What is the machine that seems to cause reviewers to trip over themselves with adulation for one debut collection and practically ignore another? This question has been gnawing at me since I finished Naama Goldstein’s The Place Will Comfort You on the very day the New York Times Book Review hoisted David Bezmozgis onto an illuminated marquee of short story writers—all male, all white — with David Foster Wallace (still a star but no longer the newest flavor), Julian Barnes, and E.L. Doctorow.

Certainly I can’t blame the Times alone for the laurels around Bezmozgis’s head. Reviewers have been gushing about Bezmozgis and Natasha, his collection of sweet immigrant stories for weeks, if not months, already. And they are sweet, modest, enchanting. But he is not the sole successful practitioner of the craft.

I picked up Goldstein’s collection, thinking, among other things, it’ll be soft. It has the word ‘comfort’ in the title; how artful, provocative or insightful can it be?
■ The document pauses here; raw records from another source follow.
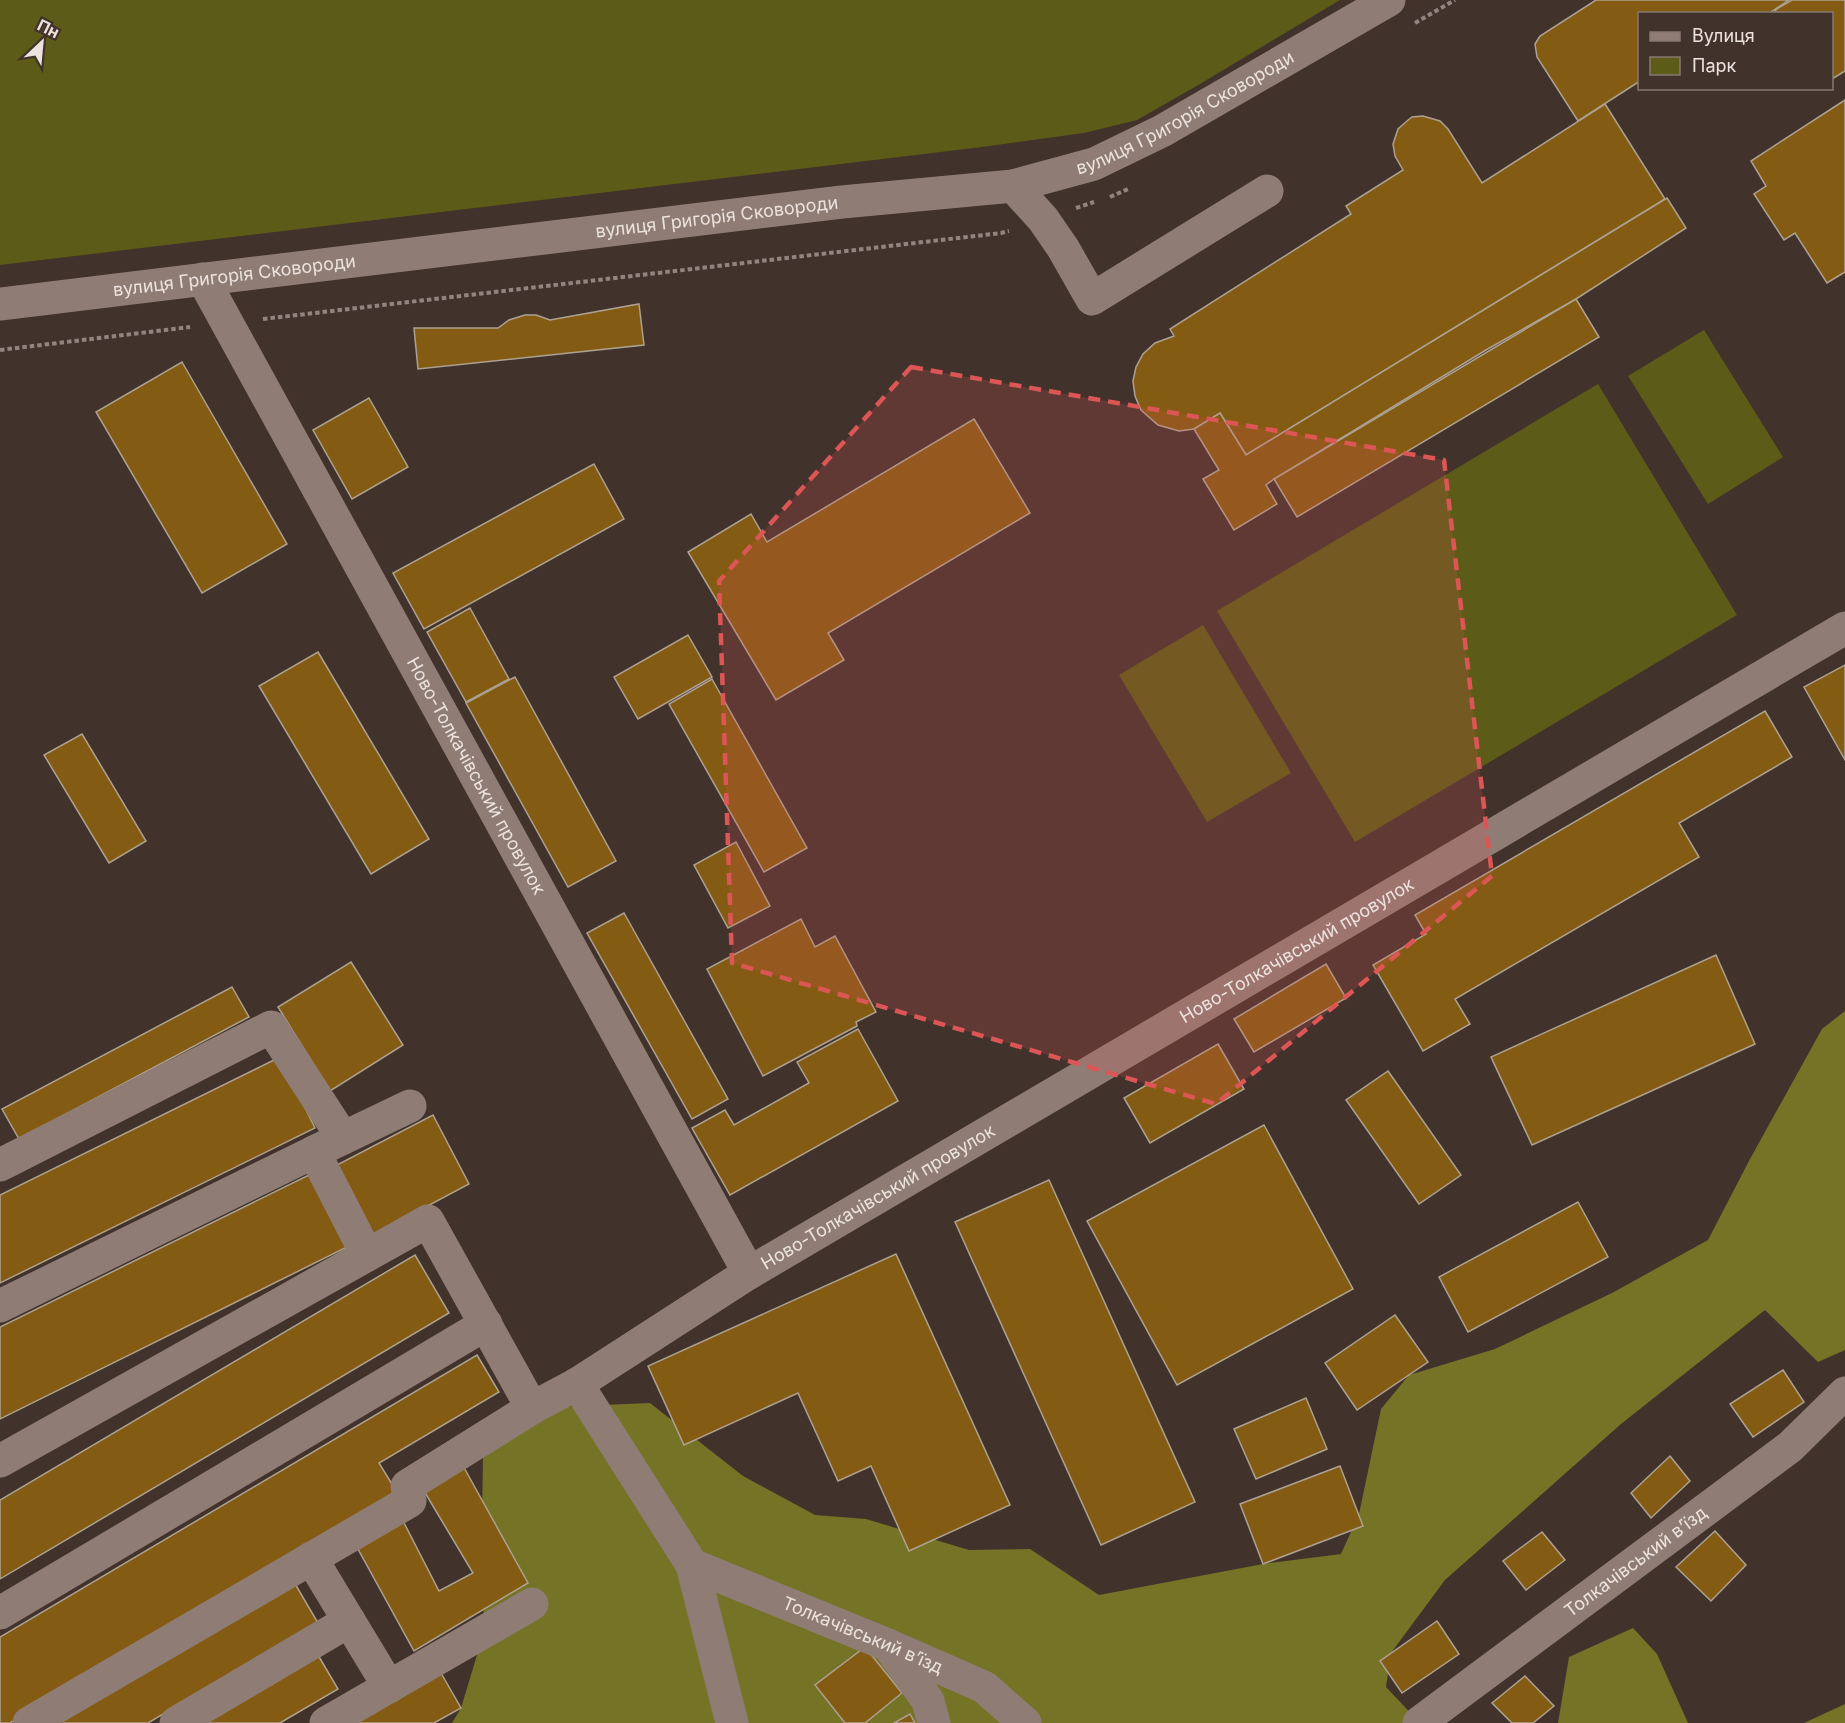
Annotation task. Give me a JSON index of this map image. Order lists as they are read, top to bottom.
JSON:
{
  "streets": {
    "street": ["вулиця Григорія Сковороди", "Ново-Толкачівський провулок", "Толкачівський в’їзд"]
  },
  "crossings": [
    ["вулиця Григорія Сковороди", "Ново-Толкачівський провулок"]
  ],
  "legend": ["Вулиця", "Парк"],
  "north": "top right"
}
The happy answer: very. Set in Israel and the U.S., Goldstein’s stories use a sometimes vague, sometimes acute political landscape as a metaphor for the unraveling of an individual, usually Orthodox, young person. In a recent phone interview, she told me all her stories are in some ways autobiographical — she is in every character, whether lovable or loathsome. And she binds her characters in religious confinement not as a device to condemn Orthodoxy but because it’s a milieu familiar to her, as refusenik Toronto is to Bezmozgis. But poor refuseniks in Toronto are a cohort everyone can get behind. Orthodox kids in Israel, who in one story tell of burning effigies of Nasser, are a much more troublesome lot to defend, much less recommend to your book group.

And yet in a climate that increasingly challenges the political force of the religious right at home and abroad, such stories would seem to be fodder for the other side, for critics who find everything coming out of Israel, or inspired by it, as proof that the Jews are to blame for the seemingly intractable and tragic social and political situation. But forget politics altogether, or try to anyway. The adolescent despair, the profound sense that life can fall apart at any moment — these feelings (not limited to adolescents, really) transcend religion and nationality. And Goldstein’s ability to engage such questions and to describe them so pointedly deserve another look from everybody.